Exercise materials: Begin
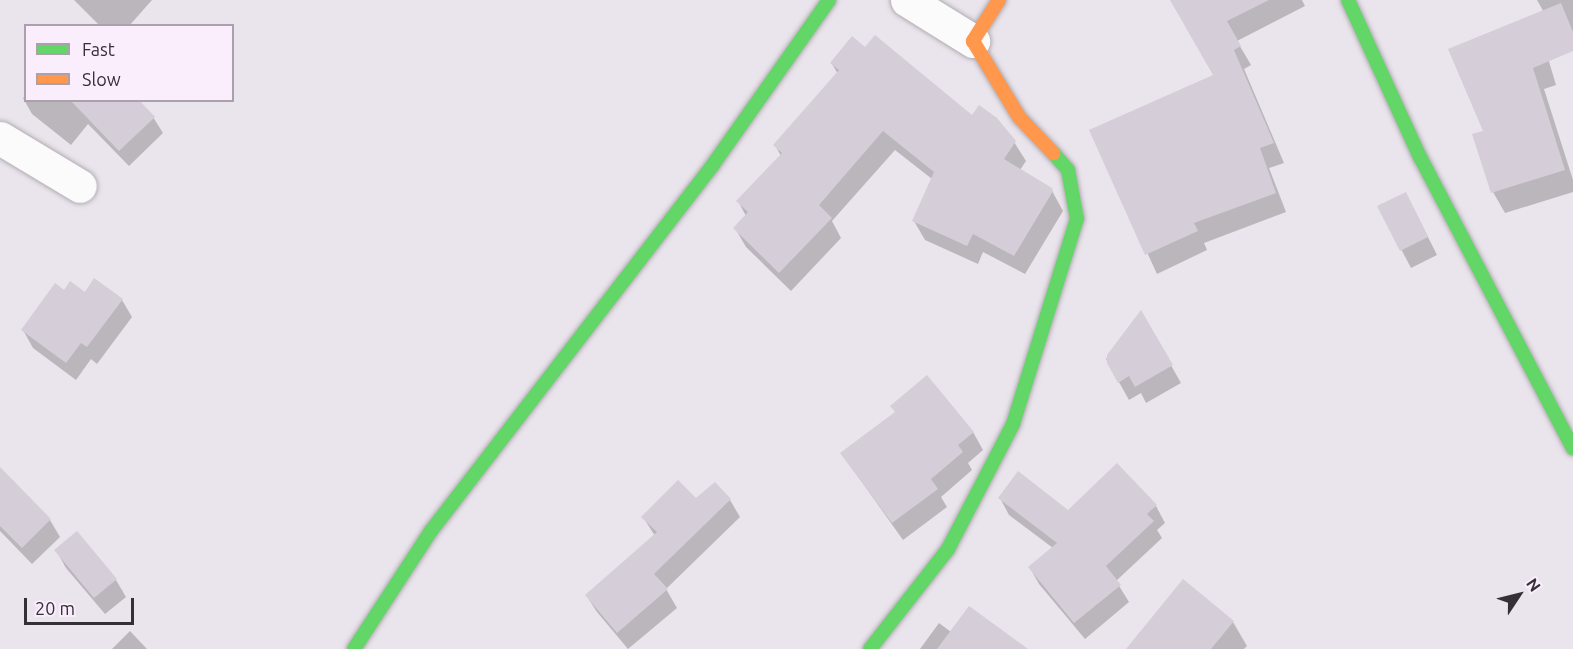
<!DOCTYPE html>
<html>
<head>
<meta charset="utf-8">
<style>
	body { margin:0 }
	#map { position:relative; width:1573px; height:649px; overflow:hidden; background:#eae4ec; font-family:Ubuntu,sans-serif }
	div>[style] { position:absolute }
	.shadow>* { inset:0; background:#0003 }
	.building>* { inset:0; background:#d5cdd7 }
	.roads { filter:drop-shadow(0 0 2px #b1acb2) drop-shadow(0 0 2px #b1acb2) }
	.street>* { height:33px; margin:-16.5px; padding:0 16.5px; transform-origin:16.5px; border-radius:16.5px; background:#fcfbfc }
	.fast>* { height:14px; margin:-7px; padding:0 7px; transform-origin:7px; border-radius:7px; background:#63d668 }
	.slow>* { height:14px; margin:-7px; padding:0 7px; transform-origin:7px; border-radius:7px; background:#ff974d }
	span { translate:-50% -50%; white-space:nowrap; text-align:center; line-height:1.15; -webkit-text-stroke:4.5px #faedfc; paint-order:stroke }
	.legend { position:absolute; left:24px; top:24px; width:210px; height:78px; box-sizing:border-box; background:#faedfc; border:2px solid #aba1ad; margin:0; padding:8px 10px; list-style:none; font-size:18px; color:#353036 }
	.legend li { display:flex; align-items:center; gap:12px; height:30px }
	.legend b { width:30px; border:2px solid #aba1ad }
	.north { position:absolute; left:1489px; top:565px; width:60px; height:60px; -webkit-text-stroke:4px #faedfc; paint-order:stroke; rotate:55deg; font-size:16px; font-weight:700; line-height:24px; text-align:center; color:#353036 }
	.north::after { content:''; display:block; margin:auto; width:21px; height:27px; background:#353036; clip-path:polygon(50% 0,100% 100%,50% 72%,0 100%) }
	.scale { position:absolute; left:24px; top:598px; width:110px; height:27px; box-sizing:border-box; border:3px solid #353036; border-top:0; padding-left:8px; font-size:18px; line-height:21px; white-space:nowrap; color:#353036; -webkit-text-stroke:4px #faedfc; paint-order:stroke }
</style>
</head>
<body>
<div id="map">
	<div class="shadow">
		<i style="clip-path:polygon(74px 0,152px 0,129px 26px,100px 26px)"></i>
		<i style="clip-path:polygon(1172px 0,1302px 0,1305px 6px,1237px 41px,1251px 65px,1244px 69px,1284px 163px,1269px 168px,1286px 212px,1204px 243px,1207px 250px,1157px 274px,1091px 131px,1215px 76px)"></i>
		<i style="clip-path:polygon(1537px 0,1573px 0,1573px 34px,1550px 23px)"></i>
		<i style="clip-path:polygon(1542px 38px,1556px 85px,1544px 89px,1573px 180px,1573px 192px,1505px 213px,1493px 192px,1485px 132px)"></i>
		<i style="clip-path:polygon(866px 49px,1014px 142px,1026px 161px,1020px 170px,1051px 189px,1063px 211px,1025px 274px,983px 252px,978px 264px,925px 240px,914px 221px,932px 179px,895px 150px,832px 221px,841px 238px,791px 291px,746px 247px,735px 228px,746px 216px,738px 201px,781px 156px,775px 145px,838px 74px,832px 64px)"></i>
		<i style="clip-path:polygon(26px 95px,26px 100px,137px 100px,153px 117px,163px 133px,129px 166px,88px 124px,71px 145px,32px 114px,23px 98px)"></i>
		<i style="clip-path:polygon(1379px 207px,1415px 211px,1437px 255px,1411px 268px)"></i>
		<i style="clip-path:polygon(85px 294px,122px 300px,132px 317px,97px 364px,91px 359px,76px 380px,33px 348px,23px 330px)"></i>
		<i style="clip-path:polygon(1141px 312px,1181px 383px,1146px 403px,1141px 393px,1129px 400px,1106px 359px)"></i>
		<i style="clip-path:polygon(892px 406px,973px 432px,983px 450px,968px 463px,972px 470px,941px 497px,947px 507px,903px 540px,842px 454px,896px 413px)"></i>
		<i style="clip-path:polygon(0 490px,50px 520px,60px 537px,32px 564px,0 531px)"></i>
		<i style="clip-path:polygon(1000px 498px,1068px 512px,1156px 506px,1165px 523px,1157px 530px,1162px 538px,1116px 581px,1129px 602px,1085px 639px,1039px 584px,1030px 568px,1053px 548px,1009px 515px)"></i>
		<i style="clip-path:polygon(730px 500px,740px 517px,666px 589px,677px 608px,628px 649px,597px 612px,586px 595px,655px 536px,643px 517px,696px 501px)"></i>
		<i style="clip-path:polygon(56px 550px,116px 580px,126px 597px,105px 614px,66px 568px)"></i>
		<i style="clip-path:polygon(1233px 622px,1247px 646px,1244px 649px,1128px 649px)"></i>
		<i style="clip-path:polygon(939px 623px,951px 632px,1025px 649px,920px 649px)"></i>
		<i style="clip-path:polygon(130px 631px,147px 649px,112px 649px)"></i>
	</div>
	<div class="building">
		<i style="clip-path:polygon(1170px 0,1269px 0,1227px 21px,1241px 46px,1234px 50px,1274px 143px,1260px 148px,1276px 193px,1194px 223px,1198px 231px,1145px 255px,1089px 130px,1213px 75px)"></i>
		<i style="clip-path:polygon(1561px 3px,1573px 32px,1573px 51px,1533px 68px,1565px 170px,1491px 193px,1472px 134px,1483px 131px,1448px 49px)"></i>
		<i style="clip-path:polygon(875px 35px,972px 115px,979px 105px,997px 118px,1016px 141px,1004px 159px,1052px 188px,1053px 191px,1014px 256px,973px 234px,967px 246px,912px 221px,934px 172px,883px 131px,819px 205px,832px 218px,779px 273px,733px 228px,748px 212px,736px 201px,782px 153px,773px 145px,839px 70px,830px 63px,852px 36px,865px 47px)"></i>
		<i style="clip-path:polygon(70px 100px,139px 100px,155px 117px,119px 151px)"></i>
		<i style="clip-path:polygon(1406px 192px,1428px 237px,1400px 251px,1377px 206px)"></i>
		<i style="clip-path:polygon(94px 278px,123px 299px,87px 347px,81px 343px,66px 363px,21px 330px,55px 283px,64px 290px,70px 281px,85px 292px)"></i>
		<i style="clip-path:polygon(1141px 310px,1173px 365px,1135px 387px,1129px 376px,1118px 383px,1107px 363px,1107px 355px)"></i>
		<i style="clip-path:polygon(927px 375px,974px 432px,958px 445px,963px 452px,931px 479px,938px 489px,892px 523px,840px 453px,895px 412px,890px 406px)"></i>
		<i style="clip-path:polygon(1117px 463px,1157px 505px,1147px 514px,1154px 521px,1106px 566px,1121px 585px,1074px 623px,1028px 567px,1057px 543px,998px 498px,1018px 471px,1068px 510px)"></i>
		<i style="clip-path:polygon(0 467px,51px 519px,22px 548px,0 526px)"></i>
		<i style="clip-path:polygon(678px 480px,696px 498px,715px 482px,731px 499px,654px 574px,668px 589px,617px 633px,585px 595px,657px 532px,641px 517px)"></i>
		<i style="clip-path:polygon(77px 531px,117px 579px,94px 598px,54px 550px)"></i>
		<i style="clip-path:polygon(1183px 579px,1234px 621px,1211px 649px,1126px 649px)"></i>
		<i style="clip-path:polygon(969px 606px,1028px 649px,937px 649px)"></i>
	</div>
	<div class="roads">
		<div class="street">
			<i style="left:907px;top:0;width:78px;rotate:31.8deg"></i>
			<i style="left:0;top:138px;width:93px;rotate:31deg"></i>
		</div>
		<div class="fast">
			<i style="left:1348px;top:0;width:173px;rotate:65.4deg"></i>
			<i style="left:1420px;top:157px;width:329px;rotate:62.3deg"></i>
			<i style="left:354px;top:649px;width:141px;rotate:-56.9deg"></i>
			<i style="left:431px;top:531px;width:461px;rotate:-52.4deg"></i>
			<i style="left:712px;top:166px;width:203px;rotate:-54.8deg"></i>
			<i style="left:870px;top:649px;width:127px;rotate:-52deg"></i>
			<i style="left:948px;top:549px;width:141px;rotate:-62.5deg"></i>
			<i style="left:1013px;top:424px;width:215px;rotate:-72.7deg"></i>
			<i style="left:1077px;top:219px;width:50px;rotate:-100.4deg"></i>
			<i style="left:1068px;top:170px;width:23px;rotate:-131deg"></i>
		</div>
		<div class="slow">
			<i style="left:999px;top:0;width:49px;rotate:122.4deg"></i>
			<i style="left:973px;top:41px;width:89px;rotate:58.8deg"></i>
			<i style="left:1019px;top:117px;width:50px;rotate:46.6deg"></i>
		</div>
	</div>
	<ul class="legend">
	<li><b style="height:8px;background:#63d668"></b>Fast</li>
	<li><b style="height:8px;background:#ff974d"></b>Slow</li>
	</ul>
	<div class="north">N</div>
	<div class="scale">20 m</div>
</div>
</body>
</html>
Exercise materials: End
What this task involves: Please extract exactly the lines of the data, from the first through the line containing "position:absolute; left:24px; top:24px;", and add no pictures to the copy.

Exercise solution:
<!DOCTYPE html>
<html>
<head>
<meta charset="utf-8">
<style>
	body { margin:0 }
	#map { position:relative; width:1573px; height:649px; overflow:hidden; background:#eae4ec; font-family:Ubuntu,sans-serif }
	div>[style] { position:absolute }
	.shadow>* { inset:0; background:#0003 }
	.building>* { inset:0; background:#d5cdd7 }
	.roads { filter:drop-shadow(0 0 2px #b1acb2) drop-shadow(0 0 2px #b1acb2) }
	.street>* { height:33px; margin:-16.5px; padding:0 16.5px; transform-origin:16.5px; border-radius:16.5px; background:#fcfbfc }
	.fast>* { height:14px; margin:-7px; padding:0 7px; transform-origin:7px; border-radius:7px; background:#63d668 }
	.slow>* { height:14px; margin:-7px; padding:0 7px; transform-origin:7px; border-radius:7px; background:#ff974d }
	span { translate:-50% -50%; white-space:nowrap; text-align:center; line-height:1.15; -webkit-text-stroke:4.5px #faedfc; paint-order:stroke }
	.legend { position:absolute; left:24px; top:24px; width:210px; height:78px; box-sizing:border-box; background:#faedfc; border:2px solid #aba1ad; margin:0; padding:8px 10px; list-style:none; font-size:18px; color:#353036 }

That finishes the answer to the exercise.